The Value of Ransom Strips
If the Ransom Strip lies between the property and the highway, the owner of the property will need to cross it to gain access to their property. If the property owner does not have the right to cross the Ransom Strip – their property is effectively land-locked and the value of property is negligible.- as there is no way to access it. The property owner then has to turn to the developer (or whoever owns it) in order to obtain the grant of a right of way or to purchase thei strip of land from them.
Ransom Strips are often a cause of litigation, especially in more recent housing estates.
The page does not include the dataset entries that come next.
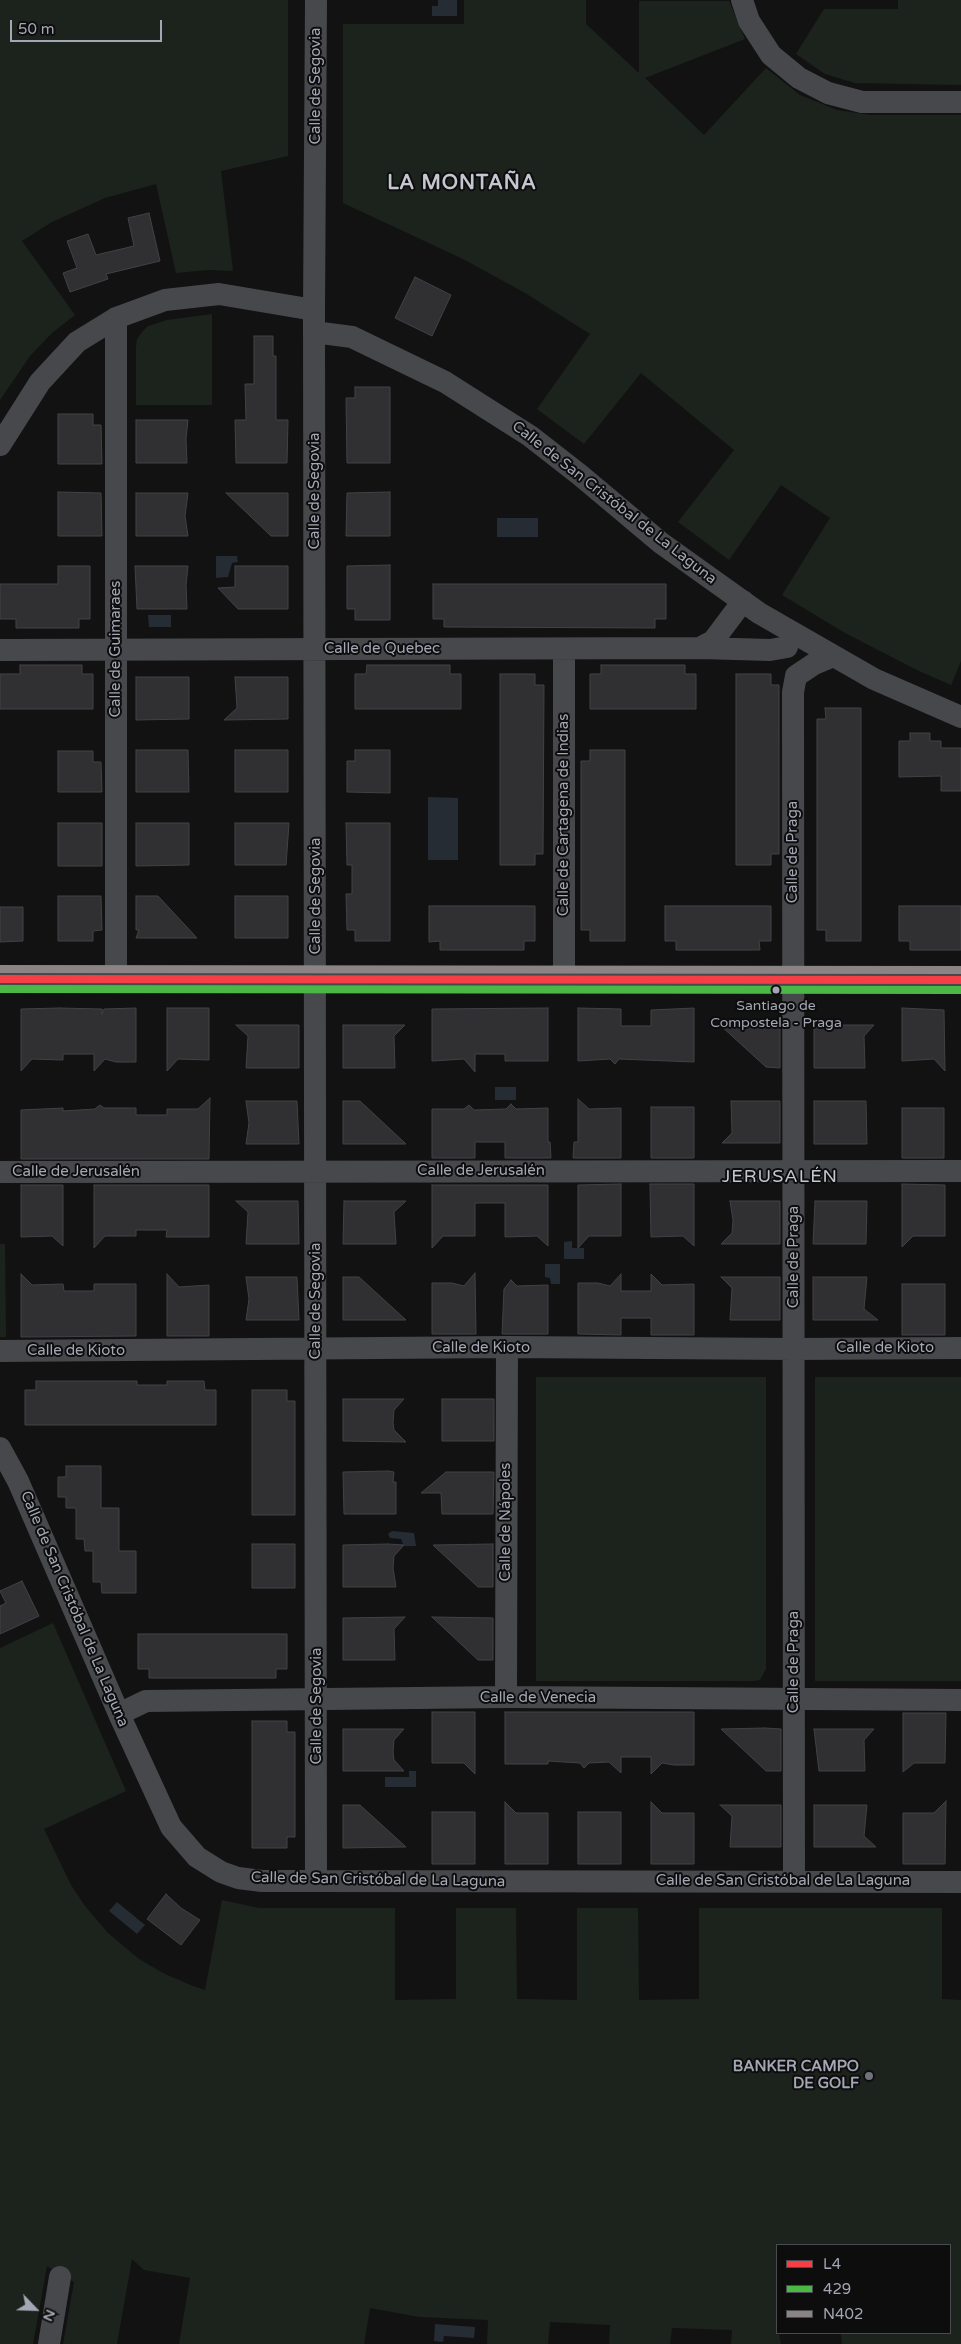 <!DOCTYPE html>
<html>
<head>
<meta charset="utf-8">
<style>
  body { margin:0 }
  #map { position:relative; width:961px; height:2344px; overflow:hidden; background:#121213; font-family:"Varela Round",sans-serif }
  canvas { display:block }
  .legend { position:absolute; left:776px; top:2244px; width:175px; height:90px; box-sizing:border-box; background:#0d0d0e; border:1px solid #494b50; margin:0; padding:6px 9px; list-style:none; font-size:15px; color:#a3a7b4 }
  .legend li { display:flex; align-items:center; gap:10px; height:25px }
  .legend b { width:25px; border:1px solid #494b50 }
  .north { position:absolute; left:10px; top:2284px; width:50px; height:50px; -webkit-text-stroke:4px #0d0d0e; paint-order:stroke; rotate:114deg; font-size:14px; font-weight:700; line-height:20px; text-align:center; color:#a3a7b4 }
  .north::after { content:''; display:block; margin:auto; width:18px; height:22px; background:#a3a7b4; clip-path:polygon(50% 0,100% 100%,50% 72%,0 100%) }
  .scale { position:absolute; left:10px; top:20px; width:152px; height:22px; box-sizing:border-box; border:2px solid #a3a7b4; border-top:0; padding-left:6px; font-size:15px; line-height:18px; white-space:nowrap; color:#a3a7b4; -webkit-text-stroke:4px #0d0d0e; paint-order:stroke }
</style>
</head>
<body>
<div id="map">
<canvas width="961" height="2344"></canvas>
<ul class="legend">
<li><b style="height:6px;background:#f43f47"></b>L4</li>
<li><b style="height:6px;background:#4ab747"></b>429</li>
<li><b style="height:6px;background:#8c8385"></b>N402</li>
</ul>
<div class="north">N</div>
<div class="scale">50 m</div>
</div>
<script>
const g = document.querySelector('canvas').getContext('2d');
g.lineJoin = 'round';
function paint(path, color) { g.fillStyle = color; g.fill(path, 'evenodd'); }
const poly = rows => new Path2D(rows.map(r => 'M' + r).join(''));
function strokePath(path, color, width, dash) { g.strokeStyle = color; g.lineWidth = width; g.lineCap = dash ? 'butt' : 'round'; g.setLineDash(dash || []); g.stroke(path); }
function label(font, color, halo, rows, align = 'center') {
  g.font = font + ' "Varela Round",sans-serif'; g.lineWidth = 4; g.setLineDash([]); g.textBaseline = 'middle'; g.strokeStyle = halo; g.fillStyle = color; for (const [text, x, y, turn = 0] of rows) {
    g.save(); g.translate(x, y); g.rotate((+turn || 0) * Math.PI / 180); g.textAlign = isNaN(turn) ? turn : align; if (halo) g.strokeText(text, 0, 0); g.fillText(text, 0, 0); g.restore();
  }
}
paint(poly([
  [0,0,288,0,288,156,221,171,233,271,208,270,176,273,156,184,105,198,52,222,22,241,75,315,52,333,30,356,0,400],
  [464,0,586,0,586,24,639,73,639,1,729,1,745,39,645,78,704,135,766,68,800,95,837,110,870,115,961,115,961,661,951,685,919,671,845,633,782,595,830,518,781,485,729,560,678,522,734,450,641,373,584,444,537,409,590,334,525,293,465,260,343,203,343,24,464,24],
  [898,0,961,0,961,85,855,83,825,74,796,54,824,9,898,9],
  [212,314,212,405,136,405,136,347,137,339,142,332,148,326,167,320],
  [0,1244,5,1244,6,1337,0,1337],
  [536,1377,766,1377,766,1669,760,1680,754,1681,536,1681],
  [815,1377,961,1377,961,1681,815,1681],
  [53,1623,126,1791,44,1829,71,1885,85,1906,108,1933,139,1959,165,1974,193,1986,205,1990,222,1900,259,1908,395,1908,395,2000,456,1999,456,1908,516,1908,517,1999,577,2000,577,1908,638,1908,639,2000,699,1999,699,1908,942,1908,942,1999,961,2000,961,2344,842,2344,841,2333,950,2333,950,2245,777,2245,777,2333,779,2333,781,2344,731,2344,732,2330,672,2328,670,2344,609,2344,610,2325,550,2322,548,2344,487,2344,488,2320,419,2317,370,2308,364,2344,179,2344,190,2278,144,2270,132,2259,117,2344,63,2344,74,2282,47,2266,33,2344,0,2344,0,1648]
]), '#1c231d');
paint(poly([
  [438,0,457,0,457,16,432,16,432,6,438,6],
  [497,518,538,518,538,537,497,537],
  [216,556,237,556,238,562,232,563,228,577,216,578],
  [148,615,171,615,171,627,149,627],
  [428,797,458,798,458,860,428,860],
  [495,1087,516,1087,516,1100,495,1100],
  [572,1241,572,1248,584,1248,584,1259,564,1259,564,1242],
  [545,1264,560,1264,560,1284,551,1284,550,1278,545,1277],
  [392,1531,414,1533,416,1546,404,1546,401,1539,390,1538,388,1534],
  [409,1771,416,1771,416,1787,385,1787,385,1777,409,1777],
  [117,1902,145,1925,137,1934,109,1911],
  [435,2324,475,2327,474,2338,444,2336,443,2342,434,2341]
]), '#262c34');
const building = poly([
  [149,213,160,261,106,274,108,279,70,292,63,273,77,268,67,241,88,234,96,255,134,246,128,218,149,213],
  [415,277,451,295,432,336,395,318,415,277],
  [254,336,273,336,273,356,276,356,276,420,288,420,287,463,236,463,235,420,246,420,245,384,254,384,254,336],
  [355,387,390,387,390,463,347,463,346,398,355,398,355,387],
  [58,414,93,414,93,425,101,425,102,464,58,464,58,414],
  [136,420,188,420,186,439,187,463,136,463,136,420],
  [58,492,101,493,102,536,58,536,58,492],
  [390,492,390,536,346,536,347,493,390,492],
  [136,493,188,493,185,516,188,536,136,536,136,493],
  [226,493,288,493,288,536,271,536,226,493],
  [390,565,390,620,355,620,355,609,347,609,347,566,390,565],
  [58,566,90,566,90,619,79,619,79,628,16,628,16,619,0,619,0,584,58,584,58,566],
  [135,566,188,566,186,585,187,609,137,609,135,566],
  [235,566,288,566,288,609,238,609,218,588,235,587,235,566],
  [433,584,666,584,666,619,655,619,655,628,444,627,444,619,433,619,433,584],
  [20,665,82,665,82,674,93,674,93,709,0,709,0,674,20,674,20,665],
  [367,665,450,665,450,674,461,674,461,709,355,709,355,674,366,674,367,665],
  [601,665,685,665,685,674,696,674,696,709,590,709,590,674,601,674,601,665],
  [500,674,535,674,535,685,544,685,543,854,535,854,535,865,500,865,500,674],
  [736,674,771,674,771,685,779,685,779,854,771,854,771,865,736,865,736,674],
  [136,677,189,677,189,719,136,720,136,677],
  [235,677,288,677,288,719,224,720,237,708,235,677],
  [825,708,861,708,861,941,826,941,826,930,817,930,817,719,826,719,825,708],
  [910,733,930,733,930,741,941,741,941,748,961,748,961,791,941,791,941,776,899,777,899,741,910,741,910,733],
  [136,750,188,750,189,792,136,792,136,750],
  [235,750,288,750,288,792,235,792,235,750],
  [355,750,390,750,390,793,347,792,347,761,355,761,355,750],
  [590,750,625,750,625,941,590,941,590,930,581,930,581,761,590,761,590,750],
  [58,751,93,751,93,762,101,762,102,792,58,792,58,751],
  [58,823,102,823,102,866,58,866,58,823],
  [136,823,189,823,189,865,136,866,136,823],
  [235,823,289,823,286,865,235,865,235,823],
  [346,823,390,823,390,941,355,941,355,930,347,930,346,894,352,894,352,865,347,865,346,823],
  [58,896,101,896,102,930,93,931,93,941,58,941,58,896],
  [136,896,158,896,197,938,136,938,139,930,136,930,136,896],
  [235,896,288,896,288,938,235,938,235,896],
  [429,906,535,906,535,941,524,941,524,950,440,950,440,941,429,942,429,906],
  [665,906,771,906,771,941,759,941,760,950,676,950,676,941,665,941,665,906],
  [899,906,961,906,961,950,910,950,910,941,899,941,899,906],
  [0,907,23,907,23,941,0,942,0,907],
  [59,1008,102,1009,102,1014,104,1009,136,1008,136,1062,116,1062,105,1059,94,1071,94,1054,63,1054,63,1060,32,1059,21,1071,21,1009,59,1008],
  [167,1008,209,1008,209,1060,178,1059,167,1071,167,1008],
  [548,1008,548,1061,505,1061,505,1054,475,1054,475,1072,464,1059,432,1061,432,1009,548,1008],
  [578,1008,621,1009,621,1026,651,1026,651,1010,694,1008,694,1062,619,1059,615,1064,610,1059,578,1061,578,1008],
  [902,1008,944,1010,945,1071,934,1059,902,1061,902,1008],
  [236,1025,299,1025,299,1068,246,1068,248,1036,236,1025],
  [343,1025,405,1025,394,1036,395,1068,343,1068,343,1025],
  [720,1025,780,1025,780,1068,766,1067,720,1025],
  [814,1025,874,1025,864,1036,865,1068,814,1068,814,1025],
  [210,1098,209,1159,21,1159,21,1110,63,1108,63,1111,95,1109,100,1105,104,1108,136,1108,136,1115,167,1115,167,1109,198,1109,210,1098],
  [578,1099,589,1109,621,1108,621,1158,573,1158,574,1142,578,1142,578,1099],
  [246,1101,297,1101,299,1144,246,1144,249,1123,246,1101],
  [343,1101,360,1101,406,1144,343,1144,343,1101],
  [731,1101,780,1101,780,1143,722,1143,732,1133,731,1101],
  [814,1101,866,1101,867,1144,814,1144,814,1101],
  [511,1104,516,1109,548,1108,548,1142,550,1142,551,1158,505,1158,505,1142,475,1142,475,1158,432,1158,432,1109,464,1109,469,1105,474,1110,506,1109,511,1104],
  [651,1107,694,1107,694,1158,651,1158,651,1107],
  [902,1108,944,1108,944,1158,902,1158,902,1108],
  [621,1184,621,1236,589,1236,578,1248,578,1185,621,1184],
  [650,1184,694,1184,694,1246,683,1236,651,1237,650,1184],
  [902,1184,945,1185,945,1236,913,1236,902,1247,902,1184],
  [21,1185,63,1185,63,1246,52,1236,21,1237,21,1185],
  [94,1185,209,1185,209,1237,166,1237,167,1230,136,1230,136,1236,105,1236,94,1248,94,1185],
  [432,1185,548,1185,548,1246,537,1236,505,1237,505,1203,475,1203,475,1236,443,1236,432,1248,432,1185],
  [236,1201,298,1201,299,1244,246,1244,248,1212,236,1201],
  [344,1201,406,1201,394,1212,396,1244,343,1244,344,1201],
  [730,1201,780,1201,780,1244,721,1244,732,1233,733,1220,730,1201],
  [815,1201,867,1201,866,1244,813,1244,815,1201],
  [475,1273,476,1334,432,1334,432,1283,452,1283,464,1286,475,1273],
  [21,1274,32,1285,63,1284,64,1291,94,1291,94,1284,136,1284,136,1336,21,1337,21,1274],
  [167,1274,179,1287,209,1285,209,1336,167,1336,167,1274],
  [621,1274,621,1291,651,1291,651,1274,662,1285,694,1284,694,1335,651,1335,651,1318,621,1318,621,1335,578,1334,578,1283,598,1283,610,1286,621,1274],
  [246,1277,297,1277,299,1320,246,1320,249,1299,246,1277],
  [343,1277,359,1277,406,1320,343,1320,343,1277],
  [721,1277,780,1277,780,1320,730,1320,732,1288,721,1277],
  [813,1277,867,1277,864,1309,878,1320,813,1320,813,1277],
  [511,1280,517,1286,548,1285,548,1334,502,1334,504,1289,511,1280],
  [902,1284,945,1284,945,1335,902,1335,902,1284],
  [36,1381,137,1381,137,1385,167,1385,167,1381,204,1381,205,1390,216,1390,216,1425,25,1425,25,1390,36,1390,36,1381],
  [252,1390,287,1390,287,1401,295,1401,295,1515,252,1515,252,1390],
  [343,1399,404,1399,394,1410,393,1422,394,1430,406,1442,343,1441,343,1399],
  [442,1399,494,1399,494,1441,442,1441,442,1399],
  [66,1466,101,1466,101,1508,119,1508,119,1551,136,1551,136,1593,102,1593,101,1582,93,1582,93,1551,85,1551,84,1539,76,1539,76,1508,66,1508,66,1497,58,1497,58,1477,66,1477,66,1466],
  [388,1471,394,1472,393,1482,396,1482,396,1514,344,1514,343,1472,388,1471],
  [446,1472,494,1472,493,1514,442,1514,441,1493,421,1493,446,1472],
  [252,1544,295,1544,295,1588,252,1588,252,1544],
  [388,1544,404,1545,394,1556,393,1568,396,1587,343,1587,343,1545,388,1544],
  [493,1544,493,1587,478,1587,433,1545,493,1544],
  [22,1581,39,1616,0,1634,0,1606,6,1603,0,1591,22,1581],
  [405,1617,394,1629,395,1660,343,1660,343,1618,405,1617],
  [432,1617,493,1618,493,1660,478,1660,432,1617],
  [138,1634,287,1634,287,1669,276,1669,276,1678,149,1678,149,1669,138,1669,138,1634],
  [432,1712,475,1712,475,1774,464,1763,432,1763,432,1712],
  [505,1712,694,1712,694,1765,674,1765,662,1763,651,1774,651,1757,621,1757,621,1773,609,1762,589,1763,584,1768,580,1763,548,1761,548,1764,505,1764,505,1712],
  [903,1713,946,1713,945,1763,914,1763,903,1772,903,1713],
  [252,1721,287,1721,287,1732,295,1732,295,1837,287,1837,287,1848,252,1848,252,1721],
  [765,1728,781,1729,781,1771,766,1771,721,1729,765,1728],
  [343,1729,404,1729,394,1740,393,1752,394,1760,404,1771,343,1771,343,1729],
  [814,1729,874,1729,864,1740,865,1771,819,1771,814,1729],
  [946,1801,945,1864,903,1864,903,1813,934,1813,946,1801],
  [505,1802,516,1813,548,1813,548,1864,505,1864,505,1802],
  [651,1802,662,1813,694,1813,694,1864,651,1864,651,1802],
  [343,1805,360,1805,406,1847,343,1848,343,1805],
  [720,1805,781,1805,781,1847,730,1847,732,1816,720,1805],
  [814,1805,867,1805,864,1836,876,1847,814,1847,814,1805],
  [432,1812,475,1812,475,1864,432,1864,432,1812],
  [578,1812,621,1812,621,1864,578,1864,578,1812],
  [166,1894,181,1908,200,1920,181,1945,147,1919,166,1894]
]);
paint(building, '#303032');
strokePath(building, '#424246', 1);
strokePath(poly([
  [316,0,314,310,316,1881],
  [742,0,749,21,771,55,799,78,828,93,862,102,961,102],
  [314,332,352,337,445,382,530,436,580,475,661,543,759,613,874,679,961,717],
  [0,445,40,382,77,342,116,318,165,300,219,294,314,310],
  [700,648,770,650,787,647],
  [564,649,564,980],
  [0,650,700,648,713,641,743,601],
  [0,979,961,980],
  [116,980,116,318],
  [0,1172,961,1171],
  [0,1351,507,1347,794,1349,961,1348],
  [0,1448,18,1481,119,1714,171,1827,197,1857,221,1872,238,1878,262,1881,316,1881,961,1882],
  [506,1697,507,1347],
  [119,1714,146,1701,506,1697,961,1700],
  [794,1881,793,692,796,676,814,664,833,656],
  [49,2344,60,2277]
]), '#47484c', 22);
strokePath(poly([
  [0,979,961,980]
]), '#f43f47', 8);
strokePath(poly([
  [0,989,961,990]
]), '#4ab747', 8);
strokePath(poly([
  [0,969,961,970]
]), '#8c8385', 8);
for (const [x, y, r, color] of [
  [776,990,4.5,"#a3a7b4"],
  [869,2076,5,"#70737c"]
]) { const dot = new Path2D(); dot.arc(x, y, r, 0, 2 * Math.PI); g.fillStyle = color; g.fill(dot); strokePath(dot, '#0d0d0e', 2); }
label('14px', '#a3a7b4', '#0d0d0e', [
  ["Santiago de",776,1006],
  ["Compostela - Praga",776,1023]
]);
label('15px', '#a3a7b4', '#0d0d0e', [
  ["Calle de Segovia",316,86,-90],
  ["Calle de Segovia",315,491,-90],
  ["Calle de San Cristóbal de La Laguna",614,503,38],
  ["Calle de Guimaraes",116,649,-90],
  ["Calle de Quebec",382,649],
  ["Calle de Cartagena de Indias",564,815,-90],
  ["Calle de Praga",793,852,-90],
  ["Calle de Segovia",316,896,-90],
  ["Calle de Jerusalén",481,1171],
  ["Calle de Jerusalén",76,1172],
  ["Calle de Praga",794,1257,-90],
  ["Calle de Segovia",316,1301,-90],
  ["Calle de Kioto",481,1348],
  ["Calle de Kioto",885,1348],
  ["Calle de Kioto",76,1351],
  ["Calle de Nápoles",506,1522,-90],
  ["Calle de San Cristóbal de La Laguna",74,1609,67],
  ["Calle de Praga",794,1662,-90],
  ["Calle de Venecia",538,1698],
  ["Calle de Segovia",317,1706,-90],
  ["Calle de San Cristóbal de La Laguna",378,1880,1],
  ["Calle de San Cristóbal de La Laguna",783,1881]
]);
label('bold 15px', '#a3a7b4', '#0d0d0e', [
  ["BANKER CAMPO",859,2067],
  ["DE GOLF",859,2084]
], 'right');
g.letterSpacing = '1px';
label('18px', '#c4c6d0', '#0d0d0e', [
  ["JERUSALÉN",780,1177]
]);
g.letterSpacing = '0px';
g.letterSpacing = '1px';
label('bold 20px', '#c4c6d0', '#0d0d0e', [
  ["LA MONTAÑA",462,184]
]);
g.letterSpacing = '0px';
</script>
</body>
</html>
Generally it has been held by the Court that the value of a Ransom Strip is one third of the increase in value of the property achieved by the release of the Ransom Strip (either by the property owner buying the strip of land or achieving the necessary grant of a right of way).
An illustration would be a house with a large garden at the rear backing on to a Ransom Strip. With the Ransom Strip being present between the boundary and the highway, there is no way that access can be legally obtained to the property either pedestrian or vehicular. In its original state the land is therefore only good for use as a garden peripheral to the original house. The value of the garden is thus only a few thousand as it cannot be used on its own. Take away the Ransom Strip, and there is scope for pedestrian and vehicular access; the land now has potential for development – a house and a driveway; the value of the property immediately rises to several hundreds of thousands of pounds. The owner of the Ransom Strip can therefore, charge a hefty sum for that strip of land.
In order for a Ransom Strip to be effective, the developer or other owner of the strip of land must keep a vigilant eye on their property. If the owner of the property is able to access their property over the Ransom Strip by claiming a right of way by prescription (‘long use’) – the value of that strip of land (ransom strip) will be greatly diminished.
How can you avoid a Ransom Strip?
The short answer is by taking great care when purchasing the property. A competent Conveyancer will always check the boundaries and will note if for example there is a piece of land between the boundaries of the property and the highway or neighbouring property, which is not accounted for and may possibly be a ransom strip. If the title to the Property is registered, at the HM Land Registry, this is generally achieved by careful examination of the filed plan.
With land where the title is not registered at HM Land Registry, this can be more problematic – as the Conveyancer will have to rely on old deeds with plans that are generally not drawn to scale. A competent Conveyancer will always obtain an up to date plan of the property from the Ordinance Survey and carry out a Search of the Index Map to check for amongst other things, whether there is any part of the land that has been registered. However, in the case of unregistered land determining the boundaries of the property is not an exact science, and may involve surveyors from the HM Land Registry having to determine the boundaries by visiting the property. With registered land, the matter is more straight forward as the boundaries have already been defined by the HM Land Registry and compensation may be payable if there is any loss due to their error.